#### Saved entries
-=-=-
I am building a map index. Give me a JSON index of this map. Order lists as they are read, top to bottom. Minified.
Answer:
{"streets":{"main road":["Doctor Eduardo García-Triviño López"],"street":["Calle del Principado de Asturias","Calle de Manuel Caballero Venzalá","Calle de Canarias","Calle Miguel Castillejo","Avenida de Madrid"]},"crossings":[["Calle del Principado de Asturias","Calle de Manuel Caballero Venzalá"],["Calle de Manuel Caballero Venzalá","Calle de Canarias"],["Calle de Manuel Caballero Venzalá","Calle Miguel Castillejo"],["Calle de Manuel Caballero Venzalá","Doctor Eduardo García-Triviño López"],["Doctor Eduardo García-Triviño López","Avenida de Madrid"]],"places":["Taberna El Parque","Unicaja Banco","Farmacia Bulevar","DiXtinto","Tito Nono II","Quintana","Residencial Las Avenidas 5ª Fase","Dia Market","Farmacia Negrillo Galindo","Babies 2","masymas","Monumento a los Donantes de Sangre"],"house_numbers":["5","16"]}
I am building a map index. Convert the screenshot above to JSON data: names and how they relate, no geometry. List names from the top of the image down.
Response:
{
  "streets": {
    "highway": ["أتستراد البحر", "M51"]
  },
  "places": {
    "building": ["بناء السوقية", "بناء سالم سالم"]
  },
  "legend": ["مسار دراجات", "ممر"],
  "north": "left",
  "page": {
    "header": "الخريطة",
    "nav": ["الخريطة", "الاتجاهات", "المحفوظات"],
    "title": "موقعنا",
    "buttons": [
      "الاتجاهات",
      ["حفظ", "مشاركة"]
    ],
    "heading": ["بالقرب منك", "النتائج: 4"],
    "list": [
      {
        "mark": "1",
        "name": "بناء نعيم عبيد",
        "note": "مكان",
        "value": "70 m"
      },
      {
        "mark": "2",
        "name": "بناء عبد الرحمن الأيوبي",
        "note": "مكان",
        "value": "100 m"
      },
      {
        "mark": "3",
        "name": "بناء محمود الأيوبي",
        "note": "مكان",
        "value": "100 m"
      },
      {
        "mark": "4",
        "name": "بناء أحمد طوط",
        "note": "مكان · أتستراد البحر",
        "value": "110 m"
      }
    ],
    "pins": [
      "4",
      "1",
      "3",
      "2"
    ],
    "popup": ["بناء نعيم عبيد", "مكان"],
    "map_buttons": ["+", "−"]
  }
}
-=-=-
#### Assignment
Each of the records should be retyped exactly.

#### Reply
I am building a map index. Give me a JSON index of this map. Order lists as they are read, top to bottom. Minified.
Answer:
{"streets":{"main road":["Doctor Eduardo García-Triviño López"],"street":["Calle del Principado de Asturias","Calle de Manuel Caballero Venzalá","Calle de Canarias","Calle Miguel Castillejo","Avenida de Madrid"]},"crossings":[["Calle del Principado de Asturias","Calle de Manuel Caballero Venzalá"],["Calle de Manuel Caballero Venzalá","Calle de Canarias"],["Calle de Manuel Caballero Venzalá","Calle Miguel Castillejo"],["Calle de Manuel Caballero Venzalá","Doctor Eduardo García-Triviño López"],["Doctor Eduardo García-Triviño López","Avenida de Madrid"]],"places":["Taberna El Parque","Unicaja Banco","Farmacia Bulevar","DiXtinto","Tito Nono II","Quintana","Residencial Las Avenidas 5ª Fase","Dia Market","Farmacia Negrillo Galindo","Babies 2","masymas","Monumento a los Donantes de Sangre"],"house_numbers":["5","16"]}
I am building a map index. Convert the screenshot above to JSON data: names and how they relate, no geometry. List names from the top of the image down.
Response:
{
  "streets": {
    "highway": ["أتستراد البحر", "M51"]
  },
  "places": {
    "building": ["بناء السوقية", "بناء سالم سالم"]
  },
  "legend": ["مسار دراجات", "ممر"],
  "north": "left",
  "page": {
    "header": "الخريطة",
    "nav": ["الخريطة", "الاتجاهات", "المحفوظات"],
    "title": "موقعنا",
    "buttons": [
      "الاتجاهات",
      ["حفظ", "مشاركة"]
    ],
    "heading": ["بالقرب منك", "النتائج: 4"],
    "list": [
      {
        "mark": "1",
        "name": "بناء نعيم عبيد",
        "note": "مكان",
        "value": "70 m"
      },
      {
        "mark": "2",
        "name": "بناء عبد الرحمن الأيوبي",
        "note": "مكان",
        "value": "100 m"
      },
      {
        "mark": "3",
        "name": "بناء محمود الأيوبي",
        "note": "مكان",
        "value": "100 m"
      },
      {
        "mark": "4",
        "name": "بناء أحمد طوط",
        "note": "مكان · أتستراد البحر",
        "value": "110 m"
      }
    ],
    "pins": [
      "4",
      "1",
      "3",
      "2"
    ],
    "popup": ["بناء نعيم عبيد", "مكان"],
    "map_buttons": ["+", "−"]
  }
}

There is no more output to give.